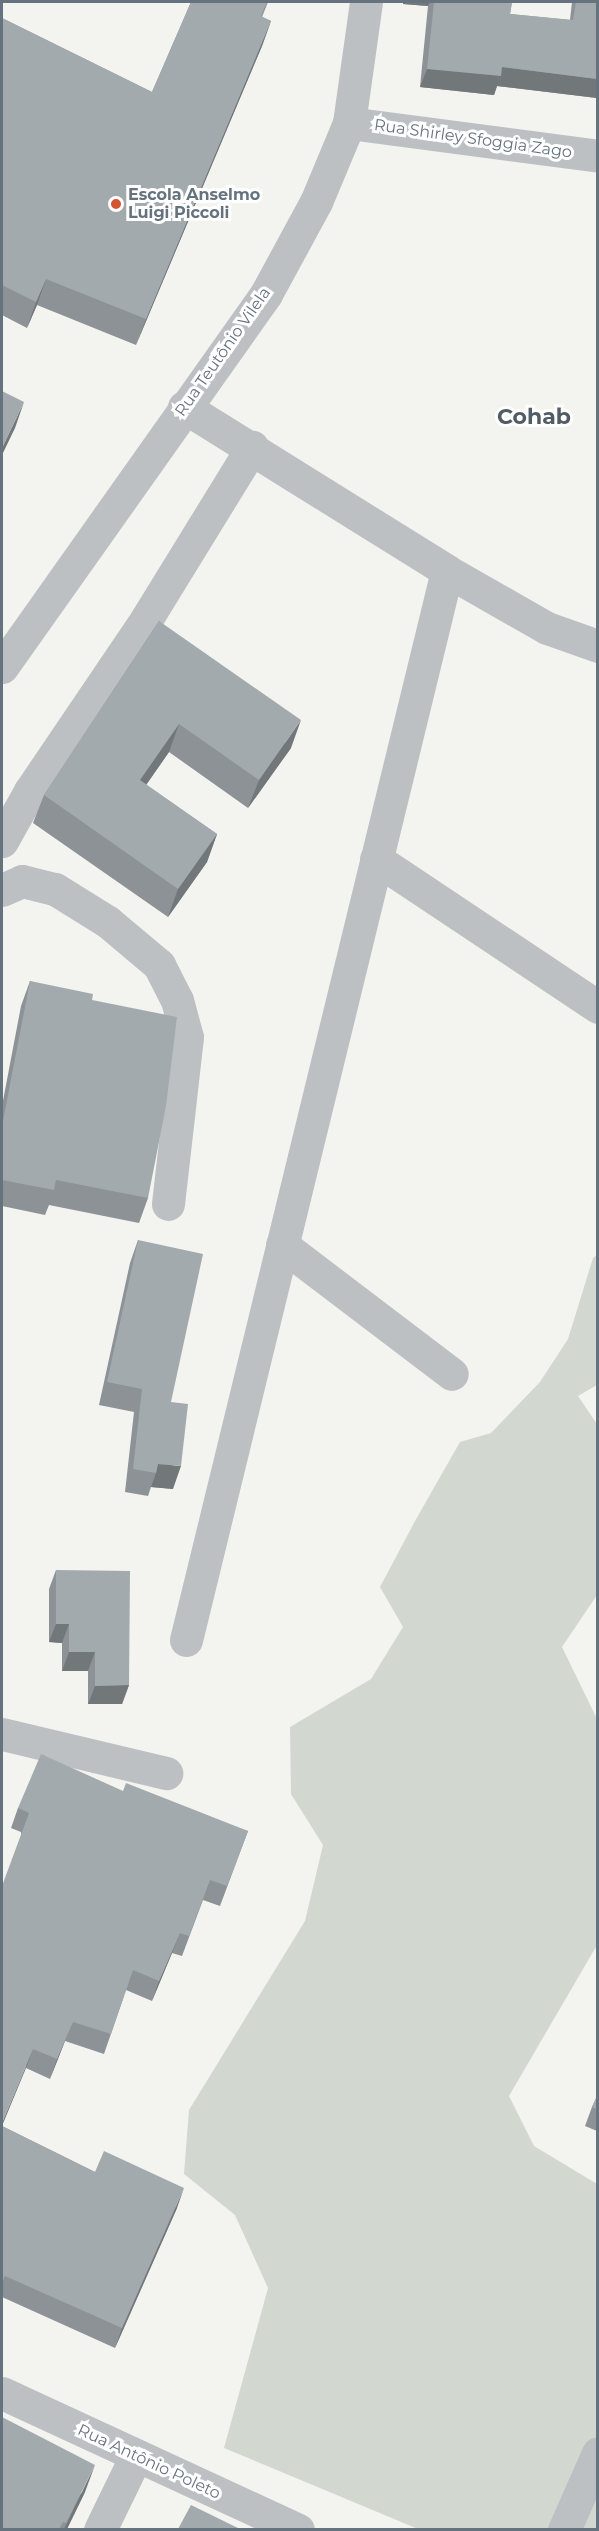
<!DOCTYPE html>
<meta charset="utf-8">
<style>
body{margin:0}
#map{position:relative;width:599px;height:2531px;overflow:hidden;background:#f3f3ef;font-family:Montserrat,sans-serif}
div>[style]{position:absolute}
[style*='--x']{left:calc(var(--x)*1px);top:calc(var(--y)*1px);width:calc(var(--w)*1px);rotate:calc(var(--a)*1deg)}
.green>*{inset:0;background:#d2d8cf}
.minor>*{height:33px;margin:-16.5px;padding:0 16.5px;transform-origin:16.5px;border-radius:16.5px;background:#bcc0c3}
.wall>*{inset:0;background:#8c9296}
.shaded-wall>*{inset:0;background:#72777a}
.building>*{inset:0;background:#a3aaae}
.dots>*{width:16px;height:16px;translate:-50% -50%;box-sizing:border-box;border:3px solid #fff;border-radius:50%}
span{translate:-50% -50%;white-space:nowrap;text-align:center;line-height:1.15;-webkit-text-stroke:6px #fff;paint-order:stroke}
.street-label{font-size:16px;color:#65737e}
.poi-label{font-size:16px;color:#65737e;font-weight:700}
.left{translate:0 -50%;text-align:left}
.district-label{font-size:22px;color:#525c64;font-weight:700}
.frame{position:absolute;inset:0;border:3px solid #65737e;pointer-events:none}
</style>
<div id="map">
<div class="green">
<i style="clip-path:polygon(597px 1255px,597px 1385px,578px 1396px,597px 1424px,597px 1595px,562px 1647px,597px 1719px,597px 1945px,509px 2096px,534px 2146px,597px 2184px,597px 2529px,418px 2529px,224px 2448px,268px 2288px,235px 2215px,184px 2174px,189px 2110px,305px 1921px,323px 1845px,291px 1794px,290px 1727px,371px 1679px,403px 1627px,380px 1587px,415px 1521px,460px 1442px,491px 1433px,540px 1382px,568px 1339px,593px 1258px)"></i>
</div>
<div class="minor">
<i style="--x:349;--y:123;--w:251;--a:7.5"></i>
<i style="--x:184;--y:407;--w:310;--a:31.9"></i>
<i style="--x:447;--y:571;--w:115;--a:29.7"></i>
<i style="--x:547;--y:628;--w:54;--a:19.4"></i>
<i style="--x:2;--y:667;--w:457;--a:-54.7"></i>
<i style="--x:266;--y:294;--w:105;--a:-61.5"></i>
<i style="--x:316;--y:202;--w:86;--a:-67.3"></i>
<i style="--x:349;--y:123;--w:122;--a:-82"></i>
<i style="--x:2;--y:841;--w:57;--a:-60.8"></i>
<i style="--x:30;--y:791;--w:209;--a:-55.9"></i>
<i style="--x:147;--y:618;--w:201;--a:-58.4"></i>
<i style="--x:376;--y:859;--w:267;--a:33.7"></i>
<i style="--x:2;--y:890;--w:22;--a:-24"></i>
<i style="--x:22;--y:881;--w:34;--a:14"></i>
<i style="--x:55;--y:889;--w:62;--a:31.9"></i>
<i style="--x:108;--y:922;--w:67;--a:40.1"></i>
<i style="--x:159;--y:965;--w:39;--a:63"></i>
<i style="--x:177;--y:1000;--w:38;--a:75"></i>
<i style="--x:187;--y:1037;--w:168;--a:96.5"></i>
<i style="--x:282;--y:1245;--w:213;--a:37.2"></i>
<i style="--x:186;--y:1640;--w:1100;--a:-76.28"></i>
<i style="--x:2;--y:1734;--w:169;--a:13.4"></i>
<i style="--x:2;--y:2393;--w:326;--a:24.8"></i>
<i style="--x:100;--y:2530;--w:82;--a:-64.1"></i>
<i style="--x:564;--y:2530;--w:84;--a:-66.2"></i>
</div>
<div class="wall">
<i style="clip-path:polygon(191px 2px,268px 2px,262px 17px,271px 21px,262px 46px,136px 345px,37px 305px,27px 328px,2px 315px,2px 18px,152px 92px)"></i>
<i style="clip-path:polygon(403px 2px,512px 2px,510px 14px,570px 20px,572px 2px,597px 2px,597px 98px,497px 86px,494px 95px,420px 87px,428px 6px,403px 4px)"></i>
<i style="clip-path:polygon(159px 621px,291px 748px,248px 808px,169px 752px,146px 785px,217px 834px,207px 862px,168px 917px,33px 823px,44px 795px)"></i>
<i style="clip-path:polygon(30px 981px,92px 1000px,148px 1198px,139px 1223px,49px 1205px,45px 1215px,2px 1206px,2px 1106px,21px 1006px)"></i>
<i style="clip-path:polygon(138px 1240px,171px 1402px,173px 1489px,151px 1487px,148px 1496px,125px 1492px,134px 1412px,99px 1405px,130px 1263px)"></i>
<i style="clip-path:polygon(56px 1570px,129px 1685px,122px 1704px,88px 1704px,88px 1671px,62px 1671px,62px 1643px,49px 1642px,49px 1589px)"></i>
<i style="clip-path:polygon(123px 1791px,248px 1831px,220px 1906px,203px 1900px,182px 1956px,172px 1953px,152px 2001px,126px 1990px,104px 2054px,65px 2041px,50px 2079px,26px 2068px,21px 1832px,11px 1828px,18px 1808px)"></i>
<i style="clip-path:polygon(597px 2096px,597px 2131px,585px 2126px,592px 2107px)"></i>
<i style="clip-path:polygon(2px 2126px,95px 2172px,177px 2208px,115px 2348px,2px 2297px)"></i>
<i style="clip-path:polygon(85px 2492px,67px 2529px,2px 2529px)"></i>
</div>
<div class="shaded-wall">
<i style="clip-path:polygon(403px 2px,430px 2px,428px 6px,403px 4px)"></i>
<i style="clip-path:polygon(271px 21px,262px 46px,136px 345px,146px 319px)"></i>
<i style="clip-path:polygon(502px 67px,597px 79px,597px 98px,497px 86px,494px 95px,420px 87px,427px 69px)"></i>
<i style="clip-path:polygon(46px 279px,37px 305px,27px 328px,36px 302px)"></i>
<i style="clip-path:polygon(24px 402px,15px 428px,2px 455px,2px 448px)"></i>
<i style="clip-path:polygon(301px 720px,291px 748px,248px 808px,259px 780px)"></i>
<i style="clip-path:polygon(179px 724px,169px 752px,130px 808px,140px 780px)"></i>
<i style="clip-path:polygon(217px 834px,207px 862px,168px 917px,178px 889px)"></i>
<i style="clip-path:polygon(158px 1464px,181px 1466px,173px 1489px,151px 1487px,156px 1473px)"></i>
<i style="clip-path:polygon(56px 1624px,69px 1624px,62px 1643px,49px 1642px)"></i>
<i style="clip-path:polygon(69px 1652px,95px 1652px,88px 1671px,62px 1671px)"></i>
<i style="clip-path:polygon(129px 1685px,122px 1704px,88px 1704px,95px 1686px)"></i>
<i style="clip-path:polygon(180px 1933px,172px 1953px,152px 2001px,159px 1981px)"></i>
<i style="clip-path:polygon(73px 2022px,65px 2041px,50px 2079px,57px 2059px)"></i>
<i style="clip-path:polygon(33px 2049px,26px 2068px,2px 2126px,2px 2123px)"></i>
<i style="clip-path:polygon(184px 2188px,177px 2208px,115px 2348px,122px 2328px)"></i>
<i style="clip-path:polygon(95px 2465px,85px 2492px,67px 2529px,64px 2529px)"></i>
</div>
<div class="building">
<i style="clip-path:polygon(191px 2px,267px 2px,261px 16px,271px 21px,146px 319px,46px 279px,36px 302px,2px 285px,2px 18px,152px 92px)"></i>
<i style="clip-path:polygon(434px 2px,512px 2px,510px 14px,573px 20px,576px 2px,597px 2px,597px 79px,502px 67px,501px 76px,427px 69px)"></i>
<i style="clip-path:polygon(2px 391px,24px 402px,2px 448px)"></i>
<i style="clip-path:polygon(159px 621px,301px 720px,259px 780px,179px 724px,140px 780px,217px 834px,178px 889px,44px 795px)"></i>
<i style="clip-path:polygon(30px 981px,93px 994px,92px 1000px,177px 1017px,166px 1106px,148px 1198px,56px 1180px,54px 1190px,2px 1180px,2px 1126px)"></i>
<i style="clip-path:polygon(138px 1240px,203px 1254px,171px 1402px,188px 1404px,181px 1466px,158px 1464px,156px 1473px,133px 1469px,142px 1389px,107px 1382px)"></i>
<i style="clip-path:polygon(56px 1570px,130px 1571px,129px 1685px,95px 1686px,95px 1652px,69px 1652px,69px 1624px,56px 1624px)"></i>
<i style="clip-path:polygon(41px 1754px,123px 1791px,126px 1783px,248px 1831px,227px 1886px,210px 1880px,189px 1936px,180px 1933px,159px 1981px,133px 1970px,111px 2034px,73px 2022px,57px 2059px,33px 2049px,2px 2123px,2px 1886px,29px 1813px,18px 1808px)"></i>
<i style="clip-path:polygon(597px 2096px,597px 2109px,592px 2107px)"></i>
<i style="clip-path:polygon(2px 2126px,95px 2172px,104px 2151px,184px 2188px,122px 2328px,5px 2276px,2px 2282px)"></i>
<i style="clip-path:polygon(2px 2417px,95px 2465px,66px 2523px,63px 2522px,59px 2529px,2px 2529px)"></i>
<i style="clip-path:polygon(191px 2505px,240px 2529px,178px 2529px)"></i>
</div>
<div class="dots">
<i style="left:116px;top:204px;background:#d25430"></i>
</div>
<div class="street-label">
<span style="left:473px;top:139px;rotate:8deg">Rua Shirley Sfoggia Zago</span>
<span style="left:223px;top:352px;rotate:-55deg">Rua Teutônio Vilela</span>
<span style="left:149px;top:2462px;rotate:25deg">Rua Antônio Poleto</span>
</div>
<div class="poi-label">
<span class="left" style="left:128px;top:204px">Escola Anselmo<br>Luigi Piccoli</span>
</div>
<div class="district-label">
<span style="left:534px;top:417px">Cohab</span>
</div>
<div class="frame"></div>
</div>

====

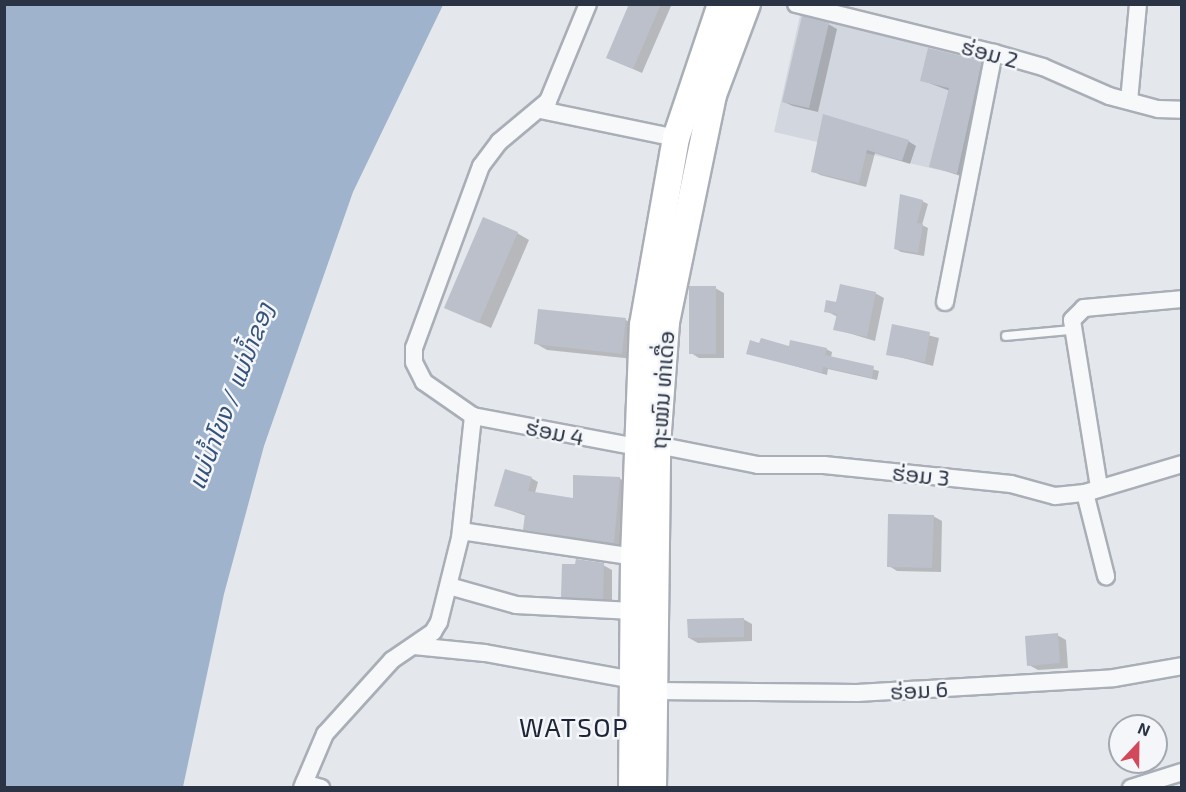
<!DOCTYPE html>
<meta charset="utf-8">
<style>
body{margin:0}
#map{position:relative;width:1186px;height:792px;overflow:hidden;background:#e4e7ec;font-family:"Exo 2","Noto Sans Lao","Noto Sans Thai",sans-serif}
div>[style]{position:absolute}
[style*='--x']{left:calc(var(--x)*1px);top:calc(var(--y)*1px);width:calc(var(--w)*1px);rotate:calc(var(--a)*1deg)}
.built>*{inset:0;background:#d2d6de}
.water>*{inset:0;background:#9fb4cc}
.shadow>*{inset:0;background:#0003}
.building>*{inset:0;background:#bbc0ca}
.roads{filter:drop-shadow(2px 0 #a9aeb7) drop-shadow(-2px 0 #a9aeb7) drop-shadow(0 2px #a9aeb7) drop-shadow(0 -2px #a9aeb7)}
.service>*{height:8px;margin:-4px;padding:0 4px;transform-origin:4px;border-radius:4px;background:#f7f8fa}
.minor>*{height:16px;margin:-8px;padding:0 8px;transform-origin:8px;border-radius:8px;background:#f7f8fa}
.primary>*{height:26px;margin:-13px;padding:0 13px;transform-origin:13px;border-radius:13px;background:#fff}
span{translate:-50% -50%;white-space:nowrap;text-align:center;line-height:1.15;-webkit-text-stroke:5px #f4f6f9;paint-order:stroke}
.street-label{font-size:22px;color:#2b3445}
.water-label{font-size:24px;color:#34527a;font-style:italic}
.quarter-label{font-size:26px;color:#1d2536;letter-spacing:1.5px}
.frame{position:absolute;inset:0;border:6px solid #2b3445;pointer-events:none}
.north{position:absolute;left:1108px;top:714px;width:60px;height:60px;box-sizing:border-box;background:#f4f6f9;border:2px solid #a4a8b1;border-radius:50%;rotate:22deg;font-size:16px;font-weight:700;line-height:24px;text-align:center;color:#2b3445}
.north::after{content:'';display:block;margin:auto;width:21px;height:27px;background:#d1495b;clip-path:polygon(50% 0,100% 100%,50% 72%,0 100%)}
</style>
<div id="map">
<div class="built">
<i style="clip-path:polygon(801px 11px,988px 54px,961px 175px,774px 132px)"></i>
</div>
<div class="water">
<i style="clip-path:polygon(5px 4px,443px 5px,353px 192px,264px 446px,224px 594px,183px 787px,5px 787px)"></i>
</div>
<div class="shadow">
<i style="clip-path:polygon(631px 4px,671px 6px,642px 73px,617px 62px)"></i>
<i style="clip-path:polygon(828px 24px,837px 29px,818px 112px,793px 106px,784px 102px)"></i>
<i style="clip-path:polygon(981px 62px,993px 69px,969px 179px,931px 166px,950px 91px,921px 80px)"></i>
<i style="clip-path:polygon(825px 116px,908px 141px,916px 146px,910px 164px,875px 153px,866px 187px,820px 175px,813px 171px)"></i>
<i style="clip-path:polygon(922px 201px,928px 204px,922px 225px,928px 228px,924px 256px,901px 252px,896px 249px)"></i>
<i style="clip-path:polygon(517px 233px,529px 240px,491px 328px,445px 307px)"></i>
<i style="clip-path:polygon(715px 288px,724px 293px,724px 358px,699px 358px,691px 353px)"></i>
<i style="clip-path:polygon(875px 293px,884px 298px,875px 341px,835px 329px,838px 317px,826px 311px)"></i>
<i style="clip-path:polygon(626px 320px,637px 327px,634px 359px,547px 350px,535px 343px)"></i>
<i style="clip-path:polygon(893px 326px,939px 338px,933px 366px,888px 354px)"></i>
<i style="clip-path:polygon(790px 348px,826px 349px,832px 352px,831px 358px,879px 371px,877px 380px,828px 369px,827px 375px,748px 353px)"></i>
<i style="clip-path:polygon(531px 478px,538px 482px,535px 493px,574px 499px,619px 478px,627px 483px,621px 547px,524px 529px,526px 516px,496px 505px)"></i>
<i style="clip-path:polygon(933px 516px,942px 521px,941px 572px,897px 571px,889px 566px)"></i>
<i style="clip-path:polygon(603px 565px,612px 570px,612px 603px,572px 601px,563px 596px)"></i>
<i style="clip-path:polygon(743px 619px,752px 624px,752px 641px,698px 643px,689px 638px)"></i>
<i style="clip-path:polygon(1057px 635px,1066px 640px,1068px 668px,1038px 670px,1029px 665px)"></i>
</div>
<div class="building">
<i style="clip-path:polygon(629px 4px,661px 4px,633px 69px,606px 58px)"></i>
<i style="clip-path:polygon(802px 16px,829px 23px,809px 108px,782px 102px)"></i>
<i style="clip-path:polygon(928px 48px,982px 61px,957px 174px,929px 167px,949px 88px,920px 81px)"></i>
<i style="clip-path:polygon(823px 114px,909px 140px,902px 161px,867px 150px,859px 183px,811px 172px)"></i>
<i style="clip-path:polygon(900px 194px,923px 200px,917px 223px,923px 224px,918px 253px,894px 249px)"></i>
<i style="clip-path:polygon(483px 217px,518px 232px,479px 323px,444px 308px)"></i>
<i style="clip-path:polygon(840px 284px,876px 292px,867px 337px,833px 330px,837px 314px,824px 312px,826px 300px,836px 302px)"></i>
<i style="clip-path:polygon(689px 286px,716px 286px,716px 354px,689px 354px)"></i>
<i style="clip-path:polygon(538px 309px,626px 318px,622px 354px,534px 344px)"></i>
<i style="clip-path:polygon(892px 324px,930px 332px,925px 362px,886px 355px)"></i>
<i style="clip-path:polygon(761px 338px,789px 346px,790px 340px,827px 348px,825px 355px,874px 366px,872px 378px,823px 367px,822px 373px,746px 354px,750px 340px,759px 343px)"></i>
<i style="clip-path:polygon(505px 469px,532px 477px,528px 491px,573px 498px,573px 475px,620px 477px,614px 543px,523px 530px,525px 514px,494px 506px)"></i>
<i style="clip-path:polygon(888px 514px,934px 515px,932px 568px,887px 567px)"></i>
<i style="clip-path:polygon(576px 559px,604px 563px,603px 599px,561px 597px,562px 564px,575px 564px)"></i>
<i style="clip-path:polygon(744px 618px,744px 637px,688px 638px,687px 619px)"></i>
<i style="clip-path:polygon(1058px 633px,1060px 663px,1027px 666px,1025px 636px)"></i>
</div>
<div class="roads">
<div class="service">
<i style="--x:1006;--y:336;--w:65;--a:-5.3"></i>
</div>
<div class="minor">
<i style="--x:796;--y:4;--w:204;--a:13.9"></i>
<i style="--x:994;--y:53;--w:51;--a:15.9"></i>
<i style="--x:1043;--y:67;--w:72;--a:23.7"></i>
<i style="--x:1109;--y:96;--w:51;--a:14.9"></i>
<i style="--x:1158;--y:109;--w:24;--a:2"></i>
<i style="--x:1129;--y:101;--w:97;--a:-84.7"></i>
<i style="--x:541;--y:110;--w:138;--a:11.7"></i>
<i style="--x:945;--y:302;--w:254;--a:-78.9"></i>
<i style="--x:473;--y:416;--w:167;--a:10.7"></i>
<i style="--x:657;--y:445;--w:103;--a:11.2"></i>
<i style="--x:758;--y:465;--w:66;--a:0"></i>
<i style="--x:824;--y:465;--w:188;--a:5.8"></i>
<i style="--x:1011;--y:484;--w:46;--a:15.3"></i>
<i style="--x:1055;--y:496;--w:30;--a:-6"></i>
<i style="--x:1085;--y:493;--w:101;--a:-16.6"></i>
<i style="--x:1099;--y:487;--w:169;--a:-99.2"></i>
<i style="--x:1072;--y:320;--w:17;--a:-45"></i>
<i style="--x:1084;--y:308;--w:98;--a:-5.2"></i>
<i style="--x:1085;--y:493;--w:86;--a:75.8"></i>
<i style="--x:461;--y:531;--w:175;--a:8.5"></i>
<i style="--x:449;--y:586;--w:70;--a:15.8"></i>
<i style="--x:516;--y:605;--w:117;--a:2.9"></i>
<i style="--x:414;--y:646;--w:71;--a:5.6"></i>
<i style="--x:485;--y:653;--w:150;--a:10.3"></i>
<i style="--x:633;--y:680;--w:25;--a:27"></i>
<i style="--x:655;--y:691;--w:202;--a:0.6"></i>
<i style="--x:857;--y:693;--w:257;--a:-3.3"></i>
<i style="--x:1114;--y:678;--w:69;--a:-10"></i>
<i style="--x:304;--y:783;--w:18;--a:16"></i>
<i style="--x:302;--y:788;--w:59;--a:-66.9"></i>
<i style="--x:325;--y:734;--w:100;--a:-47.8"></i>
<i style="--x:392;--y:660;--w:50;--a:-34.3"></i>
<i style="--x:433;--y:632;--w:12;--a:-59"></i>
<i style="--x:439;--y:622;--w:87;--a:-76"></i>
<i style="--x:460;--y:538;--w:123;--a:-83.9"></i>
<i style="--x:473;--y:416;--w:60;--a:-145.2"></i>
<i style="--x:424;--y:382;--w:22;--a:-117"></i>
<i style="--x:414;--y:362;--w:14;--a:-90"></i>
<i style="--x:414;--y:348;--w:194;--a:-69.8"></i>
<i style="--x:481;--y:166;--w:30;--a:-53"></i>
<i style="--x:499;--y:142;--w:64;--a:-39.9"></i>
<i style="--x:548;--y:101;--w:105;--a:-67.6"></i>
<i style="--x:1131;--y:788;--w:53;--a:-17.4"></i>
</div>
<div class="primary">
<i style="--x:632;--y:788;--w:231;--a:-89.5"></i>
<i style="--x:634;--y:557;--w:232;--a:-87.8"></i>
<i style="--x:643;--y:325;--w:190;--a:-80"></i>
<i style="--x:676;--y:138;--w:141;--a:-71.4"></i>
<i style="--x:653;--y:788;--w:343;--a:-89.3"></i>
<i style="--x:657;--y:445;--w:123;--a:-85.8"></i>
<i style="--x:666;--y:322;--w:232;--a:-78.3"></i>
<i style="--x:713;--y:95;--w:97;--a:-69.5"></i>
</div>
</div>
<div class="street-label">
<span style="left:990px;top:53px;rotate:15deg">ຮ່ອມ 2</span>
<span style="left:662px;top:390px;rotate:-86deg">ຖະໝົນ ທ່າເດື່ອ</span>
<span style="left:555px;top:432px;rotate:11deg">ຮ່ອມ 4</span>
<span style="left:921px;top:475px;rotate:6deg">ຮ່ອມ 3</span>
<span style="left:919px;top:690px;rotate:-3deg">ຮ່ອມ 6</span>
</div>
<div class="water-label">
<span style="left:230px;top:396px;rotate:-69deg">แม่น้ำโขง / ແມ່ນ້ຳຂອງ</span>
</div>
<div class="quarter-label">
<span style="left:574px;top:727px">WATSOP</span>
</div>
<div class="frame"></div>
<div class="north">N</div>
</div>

====

Take every line from the data above that holds "hidden" and copy it out.

#map{position:relative;width:599px;height:2531px;overflow:hidden;background:#f3f3ef;font-family:Montserrat,sans-serif}
#map{position:relative;width:1186px;height:792px;overflow:hidden;background:#e4e7ec;font-family:"Exo 2","Noto Sans Lao","Noto Sans Thai",sans-serif}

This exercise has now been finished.